3. No way to cheat. I know, I know — YOU would never use one of those anagram solvers while playing Words with Friends, or watch the walkthrough videos for Angry Birds or tower defense games. But a whole lot of people do. And cheating plays a big part in keeping people engaged with the game. This has always been true for some video games; for example, if there hadn’t been cheat books (“strategy guides”) when I played Myst as a kid, I would have wandered around that damn island for an hour and gotten nowhere, then tossed the CD-ROM back on the shelf. And if I hadn’t used a walkthrough video when I got stuck on an occasional Angry Birds level (or given it to my younger brothers to beat it for me) I probably would have quickly given up on that too. Cheating at Scrabble games feels like a more grave offense, but for the people I’ve known who admit to doing it, it’s often a way to level the playing field with friends who are better than them, and without it they’d probably get discouraged and stop playing. (Hmm, if only there was another way…) Personally I don’t cheat in Words with Friends, but in the German Scrabble app that I’ve recently found, I have no qualms about handing my phone to German friends for help.
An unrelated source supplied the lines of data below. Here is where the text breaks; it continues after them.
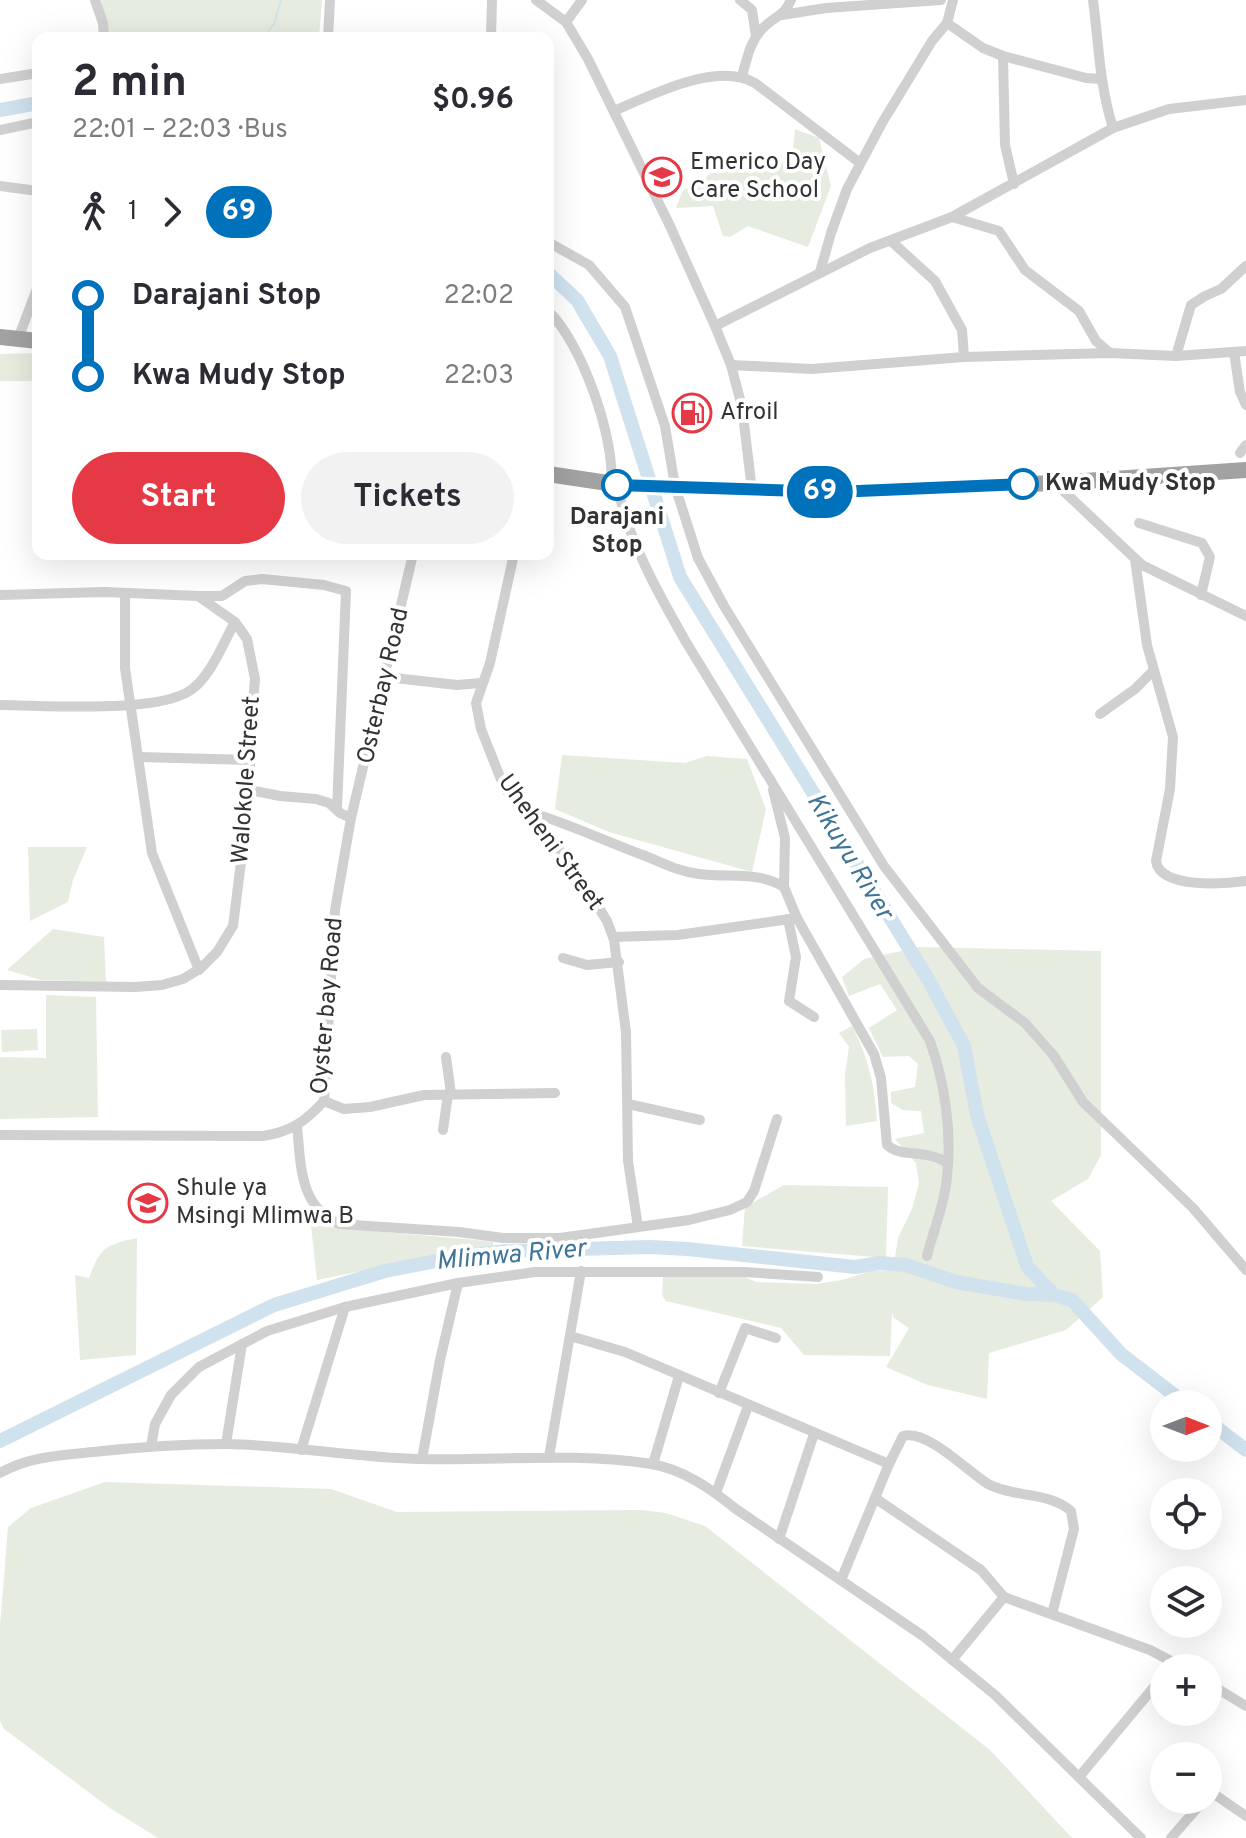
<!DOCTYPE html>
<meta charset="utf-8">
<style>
:root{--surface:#fff;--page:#f2f2f3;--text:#2b2b33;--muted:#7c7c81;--accent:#e63946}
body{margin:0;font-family:Overpass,sans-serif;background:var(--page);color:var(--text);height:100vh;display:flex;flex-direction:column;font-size:30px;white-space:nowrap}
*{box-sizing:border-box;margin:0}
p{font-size:26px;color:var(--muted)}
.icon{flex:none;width:44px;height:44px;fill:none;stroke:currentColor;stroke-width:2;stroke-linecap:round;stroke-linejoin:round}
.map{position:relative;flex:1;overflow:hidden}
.details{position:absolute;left:32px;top:32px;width:522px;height:528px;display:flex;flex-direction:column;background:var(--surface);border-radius:16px;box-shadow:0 8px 32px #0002}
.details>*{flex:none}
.badge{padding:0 16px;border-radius:26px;font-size:28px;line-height:52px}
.needle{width:52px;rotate:90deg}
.buttons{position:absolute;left:1150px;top:1390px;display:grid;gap:16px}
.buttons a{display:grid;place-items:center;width:72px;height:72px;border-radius:50%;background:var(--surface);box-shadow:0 8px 32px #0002;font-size:40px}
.map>.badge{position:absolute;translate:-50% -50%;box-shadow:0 0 0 4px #fff}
.legs{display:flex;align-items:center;gap:12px;height:88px;padding:0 40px;font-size:26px}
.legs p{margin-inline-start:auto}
.summary{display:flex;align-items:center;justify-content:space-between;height:136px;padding:0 40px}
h1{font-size:44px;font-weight:700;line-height:60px}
.cta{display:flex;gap:16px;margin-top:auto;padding:16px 40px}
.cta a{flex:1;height:92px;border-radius:48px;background:var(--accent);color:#fff;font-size:32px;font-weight:700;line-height:92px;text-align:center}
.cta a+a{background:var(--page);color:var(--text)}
ul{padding:0 40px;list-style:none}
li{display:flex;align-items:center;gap:28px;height:80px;font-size:30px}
li i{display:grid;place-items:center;width:12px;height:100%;margin:0 10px;background:currentColor}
li i::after{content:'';width:20px;height:20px;margin:-10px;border:6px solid;border-radius:50%;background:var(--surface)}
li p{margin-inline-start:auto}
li:first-child i{background:linear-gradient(#0000 50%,currentColor 0)}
li:last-child i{background:linear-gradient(currentColor 50%,#0000 0)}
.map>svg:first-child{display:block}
</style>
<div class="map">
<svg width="1246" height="1838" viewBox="0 0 1246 1838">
<rect width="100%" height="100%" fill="#fff"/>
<g fill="#e6ecdf">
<polygon points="101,0 322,0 319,38 103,38"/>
<polygon points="795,129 819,138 831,186 808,247 748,226 730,237 723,236 713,206 676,208 683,190 705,179 726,154 759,169 777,168 793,149"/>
<polygon points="38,353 38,381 0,381 0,354"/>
<polygon points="562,755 685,763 707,756 747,759 766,809 752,872 609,832 555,809"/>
<polygon points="28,847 87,847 73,880 68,902 30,921"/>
<polygon points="53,929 104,937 106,982 41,980 7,970"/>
<polygon points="920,947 1101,951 1101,1155 1088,1179 1051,1201 1100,1251 1103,1297 1066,1330 989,1353 987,1399 928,1385 886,1367 909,1328 894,1318 892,1312 890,1356 804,1355 781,1328 666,1301 662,1295 663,1277 745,1277 756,1282 816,1284 842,1280 871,1271 893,1270 898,1238 912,1209 919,1183 916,1163 895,1139 924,1133 921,1111 903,1110 891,1103 891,1092 915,1087 918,1064 909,1056 883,1057 869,1028 897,1010 880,984 849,996 842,977 864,959"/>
<polygon points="46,995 96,997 98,1117 0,1119 0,1057 46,1058"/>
<path d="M852,1026C868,1056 875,1087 877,1121L846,1126L845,1074L849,1047L839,1033Z"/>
<polygon points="37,1029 38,1050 2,1052 1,1030"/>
<polygon points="784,1185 888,1187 886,1258 742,1246 745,1207"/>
<path d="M311,1225C372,1232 433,1235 493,1242V1248L440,1255L317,1280Z"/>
<path d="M137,1238L136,1355L80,1360L75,1275L89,1278C101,1247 105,1245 137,1238Z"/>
<polygon points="105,1482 331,1489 397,1512 641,1510 666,1513 705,1526 990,1750 1072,1838 158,1838 110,1808 4,1729 0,1721 0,1626 8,1527 31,1508"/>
</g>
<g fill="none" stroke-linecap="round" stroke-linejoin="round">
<polyline stroke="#cfe2ee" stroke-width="2" points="263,38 274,24 281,0"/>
<g stroke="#cfe2ee" stroke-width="14">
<polyline points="0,110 38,103"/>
<polyline points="548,273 577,300 610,356 680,577 928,979 964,1046 977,1115 1027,1266 1054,1295 1072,1300 1121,1354 1186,1404"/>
<polyline points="1208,1421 1246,1450"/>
<polyline points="0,1441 274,1305 385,1271 462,1256 506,1251 650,1247 687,1249 855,1267 879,1263 906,1265 956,1282 1026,1294 1054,1295"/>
</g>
<g stroke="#d0d0d0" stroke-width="10">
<polyline points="95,0 103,23 104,38"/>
<polyline points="536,0 566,22 588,59 670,226 715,326 731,365 742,407 752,490"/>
<polyline points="740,0 752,10 756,36"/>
<path d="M1093,0C1099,45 1099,83 1113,128"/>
<polyline points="782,15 826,8 941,0"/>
<polyline points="566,22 582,0"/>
<polyline points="947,23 983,48 1003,56 1086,78 1101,79"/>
<polyline points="328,38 330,0"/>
<polyline points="491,38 492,0"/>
<polyline points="1003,56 1005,145 1014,184"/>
<path d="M742,76C747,59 750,41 763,28C774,17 785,15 791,0"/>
<polyline points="0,79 38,73"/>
<path d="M614,111C651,95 717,61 755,83L860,163"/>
<polyline points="0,130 38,122"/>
<polyline points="0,186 38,191"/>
<polyline points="952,217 999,231 1025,270 1079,311 1096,341 1110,353"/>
<polyline points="891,241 935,281 962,330 964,357"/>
<polyline points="548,242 589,265 625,307 665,426 675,486 698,558 724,606 884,866 978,988 1025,1023 1054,1056 1083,1102 1193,1208 1246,1270"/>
<polyline points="820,272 831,233 847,189 882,123 932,41 947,23 953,0"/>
<path d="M548,311C581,341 616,440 611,484"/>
<polyline points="715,326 870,248 952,217 1113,128 1169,109 1246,100"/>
<polyline points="18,339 38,286"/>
<polyline points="1234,352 1240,392 1246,405"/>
<polyline points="1176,356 1191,305 1205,296 1221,289 1246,266"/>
<polyline points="731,365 812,369 964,357 1110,353 1176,356 1246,351"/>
<polyline points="1240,453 1246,445"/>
<polyline points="1055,483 1142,565 1246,616"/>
<path d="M617,485C628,540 658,593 686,642L930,1041C945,1083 952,1132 947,1177C945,1204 933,1231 927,1256"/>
<polyline points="1139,523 1202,543 1210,557 1201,595"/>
<polyline points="514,554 490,663 476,703 481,729 504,787 514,801 529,812 542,826 582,881 607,921 614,940 626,1032 628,1161 638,1227"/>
<path d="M1135,559L1147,645L1173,737L1170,789L1156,861C1160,889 1224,884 1246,881"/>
<polyline points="125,593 125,668 152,853 199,970"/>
<polyline points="0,595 105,592 198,596 235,622 247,639 255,679 250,738 250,790 233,926 217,952 201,968 183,979 162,985 135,987 0,985"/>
<polyline points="200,596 222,596 245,581 262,579 324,585 346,591 337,809"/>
<polyline points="386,677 457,685 481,683"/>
<path d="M0,705C44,705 157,714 191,690C211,676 223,643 235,622"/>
<polyline points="1100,714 1135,689 1153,671"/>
<polyline points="139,757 250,760"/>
<polyline points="250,790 280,796 316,799 329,803 340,813 351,818"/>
<path d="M773,790L785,838L784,887L797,918L874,1054L881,1078L887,1145C901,1158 929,1149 947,1163"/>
<path d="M529,812C567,823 603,840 640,854C660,861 678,872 699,874C728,878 759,871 784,887"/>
<polyline points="788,919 796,957 789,1001 814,1017"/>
<polyline points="613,937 678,935 797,918"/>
<polyline points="563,958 587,965 619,962"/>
<polyline points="446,1057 451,1094"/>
<polyline points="324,1101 344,1109 370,1107 424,1095 555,1093"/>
<polyline points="628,1104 700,1120"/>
<path d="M297,1126C301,1165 299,1206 339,1224L459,1232L503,1238H560L689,1220L730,1210L747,1202L754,1191L777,1119"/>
<polyline points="443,1130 448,1094"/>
<path d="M0,1135L263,1136C290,1132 305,1122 324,1101L335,910L351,818L413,554"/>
<polyline points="570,1336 625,1352 889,1464 841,1580"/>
<polyline points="719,1393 745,1328 776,1338"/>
<polyline points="226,1444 242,1344"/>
<polyline points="151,1446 155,1424 171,1395 199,1367 267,1331 345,1307 458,1283 535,1272 744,1272 818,1277"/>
<polyline points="301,1450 345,1307"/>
<polyline points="549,1457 581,1271"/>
<polyline points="422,1459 440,1360 458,1283"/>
<polyline points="653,1464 679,1376"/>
<path d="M889,1464L903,1436C927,1429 967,1471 988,1484C1014,1498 1048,1491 1071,1511L1074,1529L1052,1614"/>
<path d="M0,1473C30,1456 59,1456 93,1452C138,1447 182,1444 227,1444C292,1445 356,1458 421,1459C497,1461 575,1452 651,1464C683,1469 711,1489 736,1509L923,1636L995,1695L1141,1838"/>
<polyline points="716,1493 748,1406"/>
<polyline points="875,1498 981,1570 1004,1597 1150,1650 1184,1668"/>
<polyline points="779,1539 814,1434"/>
<polyline points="952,1660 1004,1597"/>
<polyline points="1208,1683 1246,1706"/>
<polyline points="1079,1777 1164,1675"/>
<polyline points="1208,1796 1211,1792 1246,1816"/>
<polyline points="1171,1838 1204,1800"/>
</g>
<g stroke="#a2a2a2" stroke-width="16">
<polyline points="0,337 38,341"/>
<polyline points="548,474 621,485 835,492 1055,483 1246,470"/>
</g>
</g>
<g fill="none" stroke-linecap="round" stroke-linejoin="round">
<defs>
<polyline id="line-1" points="617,485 835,492 1023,484"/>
</defs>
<use href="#line-1" stroke="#fff" stroke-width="18"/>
<use href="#line-1" stroke="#0072bc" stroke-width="12"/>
</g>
<defs>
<symbol id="school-ring" viewBox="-11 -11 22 22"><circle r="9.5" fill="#fff" stroke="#e63946" stroke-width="1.5"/><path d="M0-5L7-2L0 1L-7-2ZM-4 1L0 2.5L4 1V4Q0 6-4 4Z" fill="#e63946"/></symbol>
<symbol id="fuel-ring" viewBox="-11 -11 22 22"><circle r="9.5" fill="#fff" stroke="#e63946" stroke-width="1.5"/><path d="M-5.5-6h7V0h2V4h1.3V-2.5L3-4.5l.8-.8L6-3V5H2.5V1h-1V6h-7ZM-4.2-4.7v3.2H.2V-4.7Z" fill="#e63946"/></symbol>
</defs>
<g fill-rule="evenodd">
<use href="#school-ring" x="640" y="155" width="44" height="44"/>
<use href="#fuel-ring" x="670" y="391" width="44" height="44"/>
<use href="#school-ring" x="126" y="1181" width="44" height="44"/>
</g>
<g fill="#fff" stroke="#0072bc" stroke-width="4">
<circle cx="1023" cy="484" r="14"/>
<circle cx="617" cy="485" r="14"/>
</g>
<g text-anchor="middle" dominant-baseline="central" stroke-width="8" stroke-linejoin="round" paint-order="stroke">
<g font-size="24" fill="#333" stroke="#fff" text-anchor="start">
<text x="690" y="163">Emerico Day<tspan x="690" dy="28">Care School</tspan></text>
<text x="720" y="413">Afroil</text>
<text x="176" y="1189">Shule ya<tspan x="176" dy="28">Msingi Mlimwa B</tspan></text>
</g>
<g font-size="24" font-weight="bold" fill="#333" stroke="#fff" text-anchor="start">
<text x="1045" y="484">Kwa Mudy Stop</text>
<text x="617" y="518" text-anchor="middle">Darajani<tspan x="617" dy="28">Stop</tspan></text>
</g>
<g font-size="24" fill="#333" stroke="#fff">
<text transform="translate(384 686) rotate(-77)">Osterbay Road</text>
<text transform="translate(247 780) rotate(-86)">Walokole Street</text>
<text transform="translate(550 843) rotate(54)">Uheheni Street</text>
<text transform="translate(328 1006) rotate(-85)">Oyster bay Road</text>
</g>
<g font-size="26" font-style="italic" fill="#3f7597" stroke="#fff">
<text transform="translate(849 857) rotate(59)">Kikuyu River</text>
<text transform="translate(511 1256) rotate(-5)">Mlimwa River</text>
</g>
</g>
</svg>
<div class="buttons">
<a><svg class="needle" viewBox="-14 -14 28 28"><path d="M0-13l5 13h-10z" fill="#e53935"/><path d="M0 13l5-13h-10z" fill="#7c7c81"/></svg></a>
<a><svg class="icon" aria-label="locate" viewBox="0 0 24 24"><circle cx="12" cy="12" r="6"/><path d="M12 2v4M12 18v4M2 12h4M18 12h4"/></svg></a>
<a><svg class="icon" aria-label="layers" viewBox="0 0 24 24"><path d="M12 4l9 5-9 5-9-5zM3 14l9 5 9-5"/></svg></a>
<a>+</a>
<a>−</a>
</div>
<b class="badge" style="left:820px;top:492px;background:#0072bc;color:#fff">69</b>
<section class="details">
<div class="summary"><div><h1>2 min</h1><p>22:01 – 22:03 · Bus</p></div><b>$0.96</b></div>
<div class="legs"><svg class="icon" aria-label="walk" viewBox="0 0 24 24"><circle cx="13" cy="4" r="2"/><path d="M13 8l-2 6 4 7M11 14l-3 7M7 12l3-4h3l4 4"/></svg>1<svg class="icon" aria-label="forward" viewBox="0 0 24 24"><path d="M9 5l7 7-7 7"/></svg><b class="badge" style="background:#0072bc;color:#fff">69</b></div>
<ul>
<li><i style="color:#0072bc"></i><b>Darajani Stop</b><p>22:02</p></li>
<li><i style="color:#0072bc"></i><b>Kwa Mudy Stop</b><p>22:03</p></li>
</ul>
<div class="cta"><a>Start</a><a>Tickets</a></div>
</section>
</div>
But I wouldn’t let someone else play for me at Math Workout and then enter my own initials on the high scores list. That would feel like an outright lie. And short of actually writing your own “bot” software to rapidly answer the questions for you (and I won’t say that I’ve never, in my darkest moments, suspected people of doing this), there’s really no other way to cheat. There’s no language, culture or age advantage: it’s just a matter of how fast you can do basic math. This purely level playing field is probably one reason it wouldn’t work as a “social” game — it would seem too self-aggrandizing to play it with friends, almost like you were comparing your raw brainpower. But against strangers, it makes things somehow more real. I may not want to believe that “eddy from FR” got that 45 second time, but on some basic level I have to accept it. Even if they got a friend to do it, what’s the difference if a stranger’s friend was faster than me rather than a stranger? And if people persist in doubting them, they may even post the whole thing to Youtube.

Of course, leaving out these features also makes the app much easier to write, support and maintain. And it’s a pretty basic piece of software. But with a million downloads for the free version and tens of thousands for the paid one (and the iphone version not even out yet), I’m sure it’s outperforming hundreds of more complex, “professional” apps.

Take another look at that Youtube link. That’s 160,000 views and counting for someone doing math. Which should be a reminder that there are many different ways a game can be engaging, and the currently dominant Zynga-type games are only taking advantage of a few of them.